Among the records that follow, find each line holding the word "none" and copy it.

[Exercise inputs — start]

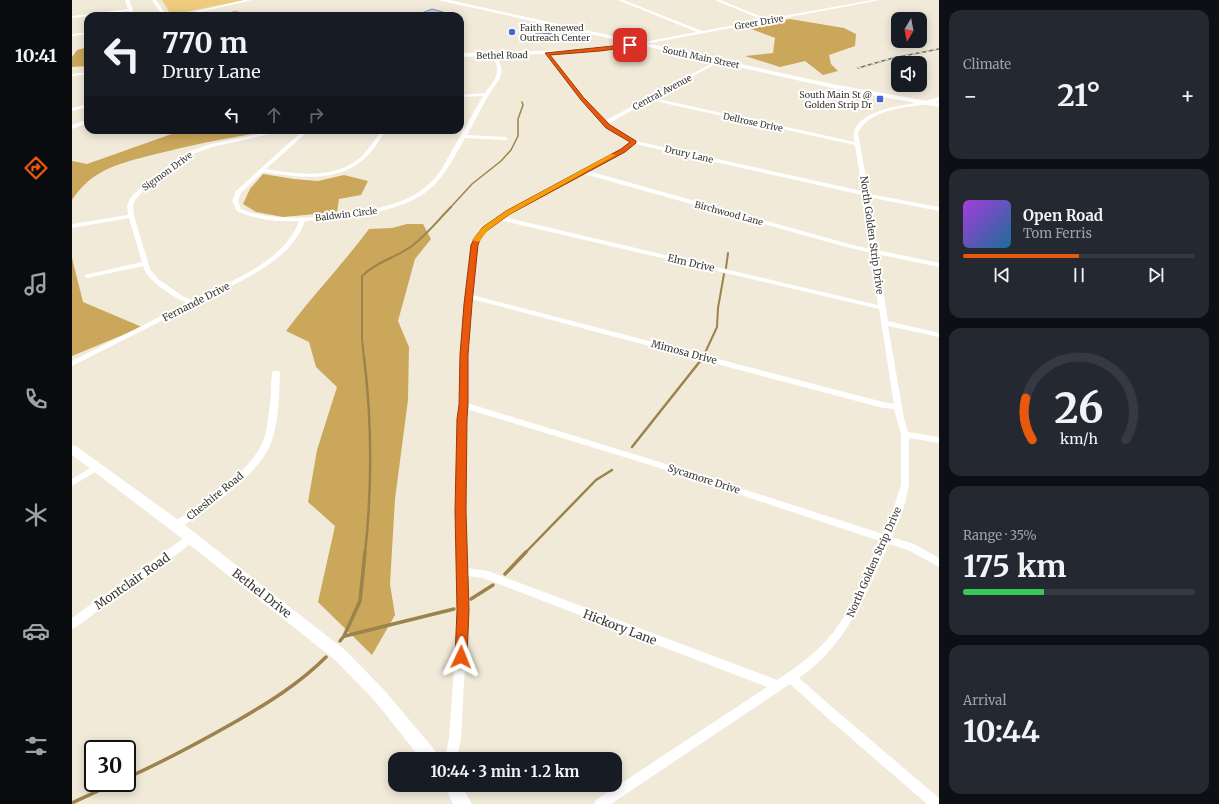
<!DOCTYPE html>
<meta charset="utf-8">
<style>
body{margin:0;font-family:Merriweather,serif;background:#242831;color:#f1f3f6;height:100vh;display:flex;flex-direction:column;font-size:15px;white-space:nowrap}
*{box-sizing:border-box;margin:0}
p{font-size:13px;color:#9ea1a6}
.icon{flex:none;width:22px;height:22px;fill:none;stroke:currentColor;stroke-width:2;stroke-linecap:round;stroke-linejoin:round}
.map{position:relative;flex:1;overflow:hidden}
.details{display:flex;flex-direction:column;gap:10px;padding:10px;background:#0d0f14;width:280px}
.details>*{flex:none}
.guide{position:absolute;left:12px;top:12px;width:380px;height:122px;border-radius:12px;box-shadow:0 2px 10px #0003;background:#171b24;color:#f1f3f6;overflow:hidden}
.needle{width:26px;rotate:190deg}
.buttons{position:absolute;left:819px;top:12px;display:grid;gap:8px}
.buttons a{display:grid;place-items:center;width:36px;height:36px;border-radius:8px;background:#171b24;box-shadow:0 2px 10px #0003;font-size:20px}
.speed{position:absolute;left:12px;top:740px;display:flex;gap:8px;font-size:20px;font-weight:700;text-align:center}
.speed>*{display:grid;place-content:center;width:52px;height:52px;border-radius:50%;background:#171b24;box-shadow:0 2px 10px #0003;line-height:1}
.speed .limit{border:2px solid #111;border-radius:6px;background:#fff;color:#111}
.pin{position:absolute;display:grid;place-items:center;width:34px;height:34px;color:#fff;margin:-17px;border-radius:8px;box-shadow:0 2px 6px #0006}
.me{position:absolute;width:44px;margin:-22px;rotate:2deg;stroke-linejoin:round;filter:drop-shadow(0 0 3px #0008)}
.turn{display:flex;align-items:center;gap:14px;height:84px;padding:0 12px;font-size:18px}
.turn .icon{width:52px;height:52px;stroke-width:2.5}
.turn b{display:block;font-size:28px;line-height:34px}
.lanes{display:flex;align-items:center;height:38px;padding:0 12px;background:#0003;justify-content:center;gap:20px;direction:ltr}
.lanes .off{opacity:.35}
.big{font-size:30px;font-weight:700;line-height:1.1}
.details .widget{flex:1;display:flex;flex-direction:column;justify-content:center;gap:6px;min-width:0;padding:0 14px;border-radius:12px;background:#242831}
.details .dial{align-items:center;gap:0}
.dial svg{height:104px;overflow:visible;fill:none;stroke:#363941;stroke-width:7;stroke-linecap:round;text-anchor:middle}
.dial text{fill:#f1f3f6;stroke:none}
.song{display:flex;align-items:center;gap:12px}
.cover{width:48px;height:48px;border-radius:6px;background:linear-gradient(135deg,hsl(280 70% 55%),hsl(200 70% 35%))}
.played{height:4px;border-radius:2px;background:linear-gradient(90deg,#ea580c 50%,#363941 50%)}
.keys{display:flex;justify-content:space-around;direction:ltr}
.heat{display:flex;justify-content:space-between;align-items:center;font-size:22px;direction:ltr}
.charge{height:6px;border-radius:3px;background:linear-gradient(90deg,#34c759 35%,#363941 0)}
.trip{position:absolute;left:316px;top:752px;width:234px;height:40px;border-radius:12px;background:#171b24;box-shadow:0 2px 10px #0003;font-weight:700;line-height:40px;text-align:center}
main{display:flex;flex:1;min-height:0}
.menu{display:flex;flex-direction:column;width:72px;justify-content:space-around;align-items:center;background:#090b0e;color:#9ea1a6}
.menu .icon{width:28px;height:28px}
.menu .on{color:#ea580c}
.menu b{font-size:18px;color:#f1f3f6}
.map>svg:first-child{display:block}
.green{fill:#eecb7f}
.forest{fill:#caa75b}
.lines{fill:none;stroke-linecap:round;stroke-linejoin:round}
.stream-far3{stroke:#9c834b;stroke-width:1.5}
.stream-far2{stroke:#9c834b;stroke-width:2}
.stream-far1{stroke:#9c834b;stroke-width:2.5}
.stream{stroke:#9c834b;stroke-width:3.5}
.street{fill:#fff;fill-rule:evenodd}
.secondary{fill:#fff;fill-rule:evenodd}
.primary{fill:#fff;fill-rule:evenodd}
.rail-casing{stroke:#767168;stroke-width:1.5}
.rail{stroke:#fff;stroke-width:1;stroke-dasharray:3.5;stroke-linecap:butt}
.wall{fill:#9eacd0}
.shaded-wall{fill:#818ca9}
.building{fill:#b8c8f2;stroke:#818ca9}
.route{fill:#ea580c;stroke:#983908}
.slow{fill:#f59e0b}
.poi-dot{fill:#4764d8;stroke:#fff;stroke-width:1.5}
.labels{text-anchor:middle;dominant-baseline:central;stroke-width:4;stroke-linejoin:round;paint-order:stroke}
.far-street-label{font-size:9px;fill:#3b3832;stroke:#fff}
.far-poi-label{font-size:9px;fill:#3b3832;stroke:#fff;text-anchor:start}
.street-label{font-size:10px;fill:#3b3832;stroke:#fff}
.near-street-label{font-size:12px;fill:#3b3832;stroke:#fff}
</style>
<main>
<nav class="menu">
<b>10:41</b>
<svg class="icon on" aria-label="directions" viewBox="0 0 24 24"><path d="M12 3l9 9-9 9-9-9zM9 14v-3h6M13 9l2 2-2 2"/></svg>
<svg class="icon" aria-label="music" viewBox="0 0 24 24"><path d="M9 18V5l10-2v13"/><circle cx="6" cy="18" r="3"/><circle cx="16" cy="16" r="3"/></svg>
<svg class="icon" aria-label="phone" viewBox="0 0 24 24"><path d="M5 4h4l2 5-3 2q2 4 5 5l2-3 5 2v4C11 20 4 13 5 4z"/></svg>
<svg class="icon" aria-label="climate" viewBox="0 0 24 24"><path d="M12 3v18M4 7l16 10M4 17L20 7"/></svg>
<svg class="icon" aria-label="car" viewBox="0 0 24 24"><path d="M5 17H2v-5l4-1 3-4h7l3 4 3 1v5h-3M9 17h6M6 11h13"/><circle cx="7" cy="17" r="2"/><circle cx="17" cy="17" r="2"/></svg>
<svg class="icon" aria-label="filters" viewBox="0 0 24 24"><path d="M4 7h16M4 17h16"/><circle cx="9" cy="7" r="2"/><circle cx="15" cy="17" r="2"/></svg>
</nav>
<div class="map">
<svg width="867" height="804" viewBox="0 0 867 804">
<rect width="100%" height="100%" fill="#f1ead9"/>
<polygon class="green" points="90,0 172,0 99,15"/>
<g class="forest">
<polygon points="163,11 185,16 116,16 127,13 142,16"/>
<polygon points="718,19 772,28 784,34 783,46 757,55 759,64 766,71 751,75 733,61 708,67 673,56 701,53 703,38 674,27"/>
<polygon points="16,47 16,66 0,67 0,57 5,50"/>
<path d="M111,130H205C164,136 124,144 84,154C65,159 45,163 28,173C17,179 7,189 0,200V161L15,164Z"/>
<polygon points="191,174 222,179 246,181 272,175 296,181 289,195 267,199 265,212 211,217 184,212 171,204 178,189"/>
<path d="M335,224H351L359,239L343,259L326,321L337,347L336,400L323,499L318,584L323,615L300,655L246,602L263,526L236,502L245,450L265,387L244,367L237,342L214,331C240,296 271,264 297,229L320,228Z"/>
<polygon points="0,258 11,302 70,327 0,356"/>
</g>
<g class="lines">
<polyline class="stream-far3" points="378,208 400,184 429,161 439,150 446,136 446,119 451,105 450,102"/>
<g class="stream-far2">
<polyline points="654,268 656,253"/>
<polyline points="633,353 645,327 646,308 652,274"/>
<path d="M292,358L290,339V276C304,262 322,258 337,248C353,237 366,220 379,207"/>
</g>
<g class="stream-far1">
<path d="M292,357C300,422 300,489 293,553"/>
<polyline points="560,447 629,360"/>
<polyline points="453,553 524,480 540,470"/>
</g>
<g class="stream">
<polyline points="433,574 454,552"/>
<polyline points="399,599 421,585"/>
<polyline points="273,636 382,609"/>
<polyline points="268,641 272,636 288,601 293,552"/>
<path d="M55,778C92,761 128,742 163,722C196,703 227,684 254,657"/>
<polyline points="0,803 43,783"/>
</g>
<g class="street">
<polygon points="53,0 57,0 61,10 60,13 58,13 57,11 0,18 0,16 56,9"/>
<polygon points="80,0 84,0 95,16 91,16"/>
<polygon points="173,0 180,0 111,16 104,16"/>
<polygon points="546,0 551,0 630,31 691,20 643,0 648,0 695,19 800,0 808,0 568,45 567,43 625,32"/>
<polygon points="16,32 16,34 0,36 0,34"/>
<path d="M474,53H476L513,98L533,121L646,60H647V62L581,98L783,142C782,139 781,135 782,133C787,109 832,105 851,102L853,103C848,106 841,106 835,107C816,110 795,115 786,133L797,194L867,207V211L796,197L805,250L867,263V267L805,254L816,321L867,333V337L816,326L832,418L836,432L867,437V443L837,438V485L832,507L820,537L842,544L867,558V567L836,550L817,544C794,594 775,645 727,678L767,713L867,798V804H855L759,721L718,684L539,804H522L524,800L695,687L411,578L395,576L396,610L389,738L385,759H373L377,738L386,610L383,511L386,419L389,341L399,245L407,232L425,217L549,149L559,142L534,128L509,100L474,55ZM578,100L783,145L790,191L564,141L536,124ZM563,144L790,195L798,249L777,244L516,171L553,151ZM512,174L774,247L799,253L806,305L432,217ZM428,220L807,309L822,404L811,402L400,295L405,245L411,234ZM400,299L811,408L822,409L829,434V485L822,507L811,534L581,460L395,403L396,355ZM395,409L575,464L808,541C796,568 785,598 768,623C752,647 728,665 705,680L416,571L395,568L393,511Z"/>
<path d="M425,54L428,55L426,58L430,70L428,78L416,96L395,135L433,137L436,139L435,140L393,138C383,155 374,175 359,188C332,213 269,219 233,221C218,264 163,283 125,303L124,304L121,305L0,366V361L115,303C101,297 75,281 71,266L15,278L13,277V275L70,262L57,218L0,228V224L56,215L55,206L58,198L70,186L119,151L139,144L207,130H216L140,147L123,153L74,188L63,200L61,206L62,216L78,269L86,279L112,297L120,300C156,282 213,262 227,221C205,222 185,220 165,211L160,201L164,191L228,133L230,130H234L232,135L194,169C226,174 262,180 289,157C297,149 303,139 310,130H314C308,140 301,151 292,159C264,184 225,177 191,172L169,193L166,201L169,209C174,211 179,213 184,214C225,223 305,215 342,195C353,189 362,180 369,170L411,96L388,97V95L413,93C423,79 429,75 422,58Z"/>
<polygon points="16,72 16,74 0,76 0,74"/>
<polygon points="16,104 16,107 0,111 0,108"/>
<path d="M201,371H207L208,373C207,395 207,419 200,440C188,476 137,507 107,529L104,530L101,529L99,526L101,523C131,502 185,471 194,432C196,419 198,406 199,393C199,386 199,377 201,371Z"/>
<polygon points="25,464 28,465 29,467 28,469 0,486 0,479"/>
<polygon points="119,534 122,535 124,538 122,541 108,552 4,627 0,629 0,618 116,535"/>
</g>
<g class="secondary">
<polygon points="568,42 571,44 570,45 500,53 388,57 388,53 500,50"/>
<polygon points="867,97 867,101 851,105 848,103"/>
<polygon points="16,119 16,123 0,129 0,125"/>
<polygon points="0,445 4,446 109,522 273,650 313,691 365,753 367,759 349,759 303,701 263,660 99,530 0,455"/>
<polygon points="372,785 389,785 400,804 381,804"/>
</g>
<polygon class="primary" points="366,0 377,0 760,84 867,103 867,107 760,88"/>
<g class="rail-casing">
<polyline id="rail" points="786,68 821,58 867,49"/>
</g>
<use href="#rail" class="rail"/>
</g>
<polygon class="wall" points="484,29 483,39 472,43 461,40 461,31"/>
<g class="shaded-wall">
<polygon points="371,12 371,16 361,16"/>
<polygon points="484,29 483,39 472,43 473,33"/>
</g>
<g class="building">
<polygon points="360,9 371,12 361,16 342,16"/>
<polygon points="471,26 484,29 473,33 461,31"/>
</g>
<polygon class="route" points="560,44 558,47 528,51 478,55 512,98 538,125 564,141 564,143 553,152 438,214 416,230 409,237 406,245 400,304 396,355 396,405 395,419 394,511 397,610 395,657 393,661 389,663 385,661 383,657 385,610 383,511 385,419 387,405 388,355 392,304 399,245 403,237 411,227 434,211 549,149 558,142 534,128 509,100 473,53"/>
<polygon class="slow" points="539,154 544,155 438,214 416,230 407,242 400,240 411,227 434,211"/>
<g class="poi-dot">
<circle cx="440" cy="32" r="4"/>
<rect x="804" y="95" width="8" height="8" rx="2"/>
</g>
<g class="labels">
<g class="far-street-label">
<text transform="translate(687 22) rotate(-10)">Greer Drive</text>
<text transform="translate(430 55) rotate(-1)">Bethel Road</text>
<text transform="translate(629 57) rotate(12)">South Main Street</text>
<text transform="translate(590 92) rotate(-28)">Central Avenue</text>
<text transform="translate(681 122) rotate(12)">Dellrose Drive</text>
<text transform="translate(617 154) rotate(13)">Drury Lane</text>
<text transform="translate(95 171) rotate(-36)">Sigmon Drive</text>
<text transform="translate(657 213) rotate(15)">Birchwood Lane</text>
<text transform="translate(274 214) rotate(-7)">Baldwin Circle</text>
</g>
<g class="far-poi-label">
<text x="448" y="27">Faith Renewed<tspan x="448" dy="10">Outreach Center</tspan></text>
<text x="800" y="94" text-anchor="end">South Main St @<tspan x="800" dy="10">Golden Strip Dr</tspan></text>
</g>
<g class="street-label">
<text transform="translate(800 235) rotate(82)">North Golden Strip Drive</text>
<text transform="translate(619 263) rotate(13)">Elm Drive</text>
<text transform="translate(124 302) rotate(-27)">Fernande Drive</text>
<text transform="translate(612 352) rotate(15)">Mimosa Drive</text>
<text transform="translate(632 479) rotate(18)">Sycamore Drive</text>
<text transform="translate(143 496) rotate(-39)">Cheshire Road</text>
<text transform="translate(802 562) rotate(-66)">North Golden Strip Drive</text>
</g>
<g class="near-street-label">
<text transform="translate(60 581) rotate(-35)">Montclair Road</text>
<text transform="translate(190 593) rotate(38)">Bethel Drive</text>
<text transform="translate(548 627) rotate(21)">Hickory Lane</text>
</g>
</g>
</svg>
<div class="buttons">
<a><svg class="needle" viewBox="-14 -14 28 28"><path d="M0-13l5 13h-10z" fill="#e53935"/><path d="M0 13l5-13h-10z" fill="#9ea1a6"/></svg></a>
<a><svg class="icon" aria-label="sound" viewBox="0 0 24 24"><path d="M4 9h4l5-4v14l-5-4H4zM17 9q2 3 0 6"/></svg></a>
</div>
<div class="speed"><div class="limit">30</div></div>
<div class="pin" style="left:558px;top:45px;background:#d93025"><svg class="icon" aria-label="arrive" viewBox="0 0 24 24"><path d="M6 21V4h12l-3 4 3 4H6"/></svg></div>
<svg class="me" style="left:389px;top:657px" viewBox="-20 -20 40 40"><path d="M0-17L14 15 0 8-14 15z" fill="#ea580c" stroke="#fff" stroke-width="4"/></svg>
<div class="trip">10:44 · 3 min · 1.2 km</div>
<div class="guide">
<div class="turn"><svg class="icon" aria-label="left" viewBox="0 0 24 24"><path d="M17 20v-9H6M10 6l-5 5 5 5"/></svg><div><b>770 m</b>Drury Lane</div></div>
<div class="lanes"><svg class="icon" aria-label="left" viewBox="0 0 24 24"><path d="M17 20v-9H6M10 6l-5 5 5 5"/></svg><svg class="icon off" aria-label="ahead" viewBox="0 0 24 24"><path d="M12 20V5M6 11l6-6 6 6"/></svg><svg class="icon off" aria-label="right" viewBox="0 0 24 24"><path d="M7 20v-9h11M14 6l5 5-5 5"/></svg></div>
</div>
</div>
<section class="details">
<div class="widget"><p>Climate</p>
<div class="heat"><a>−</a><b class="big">21°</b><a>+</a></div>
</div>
<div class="widget">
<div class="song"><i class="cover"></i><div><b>Open Road</b><p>Tom Ferris</p></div></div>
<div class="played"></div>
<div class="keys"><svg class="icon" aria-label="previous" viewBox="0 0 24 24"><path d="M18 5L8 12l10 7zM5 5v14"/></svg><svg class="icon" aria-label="pause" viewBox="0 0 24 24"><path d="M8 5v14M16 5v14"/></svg><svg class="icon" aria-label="next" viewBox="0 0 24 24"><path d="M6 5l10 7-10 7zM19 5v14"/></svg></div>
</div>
<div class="widget dial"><svg viewBox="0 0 100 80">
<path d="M14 69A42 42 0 1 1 86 69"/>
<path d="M14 69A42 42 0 0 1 9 37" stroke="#ea580c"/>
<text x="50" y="56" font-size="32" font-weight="700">26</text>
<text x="50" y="72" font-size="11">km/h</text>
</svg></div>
<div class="widget"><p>Range · 35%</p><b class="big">175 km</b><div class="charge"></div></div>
<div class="widget"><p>Arrival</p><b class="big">10:44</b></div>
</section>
</main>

[Exercise inputs — finish]

▸ Answer for this exercise:
.icon{flex:none;width:22px;height:22px;fill:none;stroke:currentColor;stroke-width:2;stroke-linecap:round;stroke-linejoin:round}
.details>*{flex:none}
.dial svg{height:104px;overflow:visible;fill:none;stroke:#363941;stroke-width:7;stroke-linecap:round;text-anchor:middle}
.dial text{fill:#f1f3f6;stroke:none}
.lines{fill:none;stroke-linecap:round;stroke-linejoin:round}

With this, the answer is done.